In der Zeit von 1941 bis 1945 befand sich in Stukenbrock eines der größten Lager für sowjetische Kriegsgefangene. Von hier aus wurden sie zur Zwangsarbeit nach Westdeutschland, insbesondere ins Ruhrgebiet, gebracht. Viele Tausend starben jedoch bereits im Stalag 326 an Hunger, Krankheit und Vernachlässigung. Ein Obelisk, der 1945 von Überlebenden des Lagers errichtet wurde, trägt die Inschrift
„Hier ruhen die in faschistischer Gefangenschaft zu tode gequält 65000 russischen Soldaten. Ruht in Frieden Kameraden
1941-1945

Das letzte Lebenszeichen kommt aus Gelsenkirchen

Für die meisten Menschen aus der ehemaligen Sowjetunion, die im Krieg ihren Vater oder ihren Großvater verloren haben, ist es wichtig zu wissen, wo ihr Angehöriger bestattet ist und einen Ort des Gedenkens und der Erinnerung zu haben.

Nadeshda und ihre beiden Söhne hatten, mit Unterstützung verschiedener Organisationen in Russland, viele Jahre nach ihrem Vater und Großvater gesucht. Die Suche war sehr schwierig. Das Researche Centre in Jekaterinburg fand zwar Dokumente, wichtige Daten, wie der Vatername, der bei Namensgleichheit für die Identifizierung des Toten besonders wichtig ist, und das Geburtsdatum stimmten nicht. Da das Researche Centre keine deutschen Dokumente ausgewertet hatte, konnte die Identität nicht eindeutig bestimmt werden. Ar.kod.M erklärte sich bereit die Suche zu unterstützen, weitere Nachforschungen anzustellen und auch Dokumente deutscher Stellen auszuwerten. Schließlich wurde in Gelsenkirchen eine Personalkarte 1 mit Angaben gefunden, die zu dem Verstorbenen passten. Leider war der Ort, an dem er begraben wurde, nicht genau bezeichnet.

Die Familie entschloss sich trotzdem nach Gelsenkirchen zu fahren und den Ort, an dem ihr Vater und Großvater die letzten Monate seines Lebens verbracht hat, kennen zu lernen. Ar.kod.M hat die Familie auf dieser Reise begleitet. In Gelsenkirchen besuchte sie Friedhöfe, auf denen sowjetische Kriegsgefangenen begraben sind. Vermutlich hat Nadeshdas Vater vor seinem Tod auf einer Zeche in Gelsenkirchen gearbeitet, deshalb besuchte die Familie auch Schacht Hugo II in Gelsenkirchen-Buer.

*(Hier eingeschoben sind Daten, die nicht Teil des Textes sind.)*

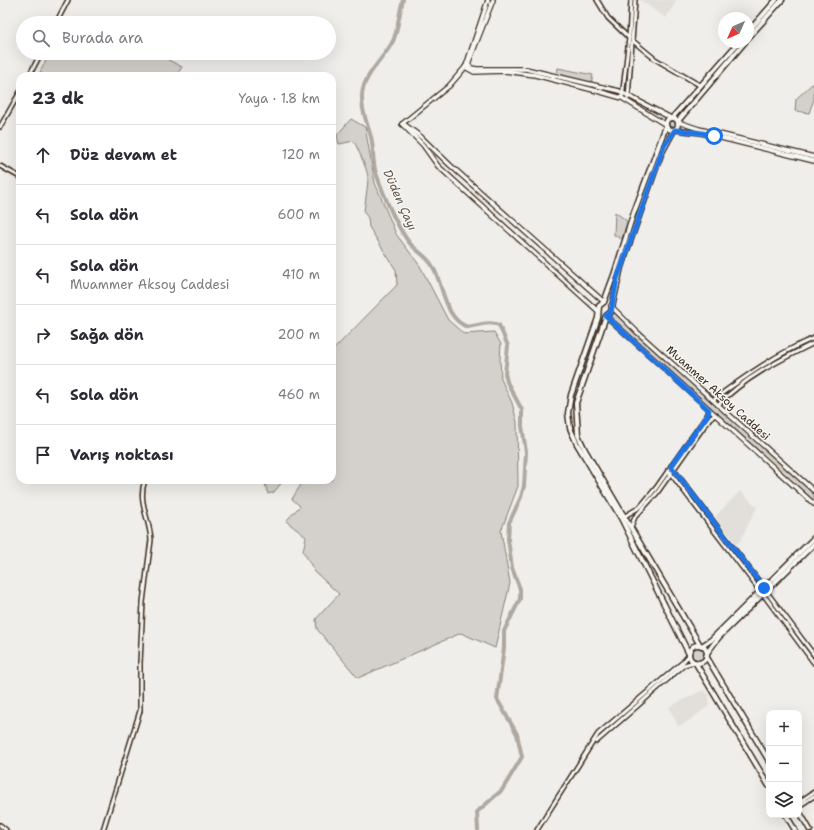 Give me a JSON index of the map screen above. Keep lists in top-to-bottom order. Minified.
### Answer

Nach 70 Jahren – Gedenken für den verstorbenen Großvater

Vor 2 Jahren fand Igor in der Datenbank OBD-Memorial die Personalkarte 1 seines Großvaters. Die Familie hatte mehr als 70 Jahre nach dem Verstorbenen gesucht. Die Personalkarte 1 gibt Auskunft über das Schicksal von Igors Großvater Pawel Alekseewitsch Terentjew .
Er gerät bereits im Herbst 1941 in deutsche Kriegsgefangenschaft. Nach der Registrierung im Lager 367 in Polen wird er nach Hemer in das Stalag VI A geschickt. Hunger, Kälte, das völliger Fehlen der einfachsten Versorgung und die lange Reise in offenen Güterwagen haben ihn krankgemacht. Kurz nach der Ankunft im Stalag VI A in Hemer stirb er. Beerdigt wird er auf dem Friedhof Höcklingser Weg in Hemer. Obwohl der Ort seiner Beisetzung auf der Personalkarte 1 genau vermerkt ist, lässt sich heute nicht mehr feststellen, wo genau sein Grab ist.
Der Friedhof wurde in den zurückliegenden Jahrzehnten umgestaltet.

Gemeinsam mit seiner Frau besuchte Igor den Friedhof am Höcklinger Weg. Mitgebracht hatte er ein Säckchen Erde vom Grab seiner Großmutter. Igor verstreute die Erde nahe dem orthodoxen Kreuz auf dem Friedhof und nahm ein Säckchen Erde aus Hemer mit nach hause. Die Erde soll auf dem Grab seiner Großmutter verstreut werden.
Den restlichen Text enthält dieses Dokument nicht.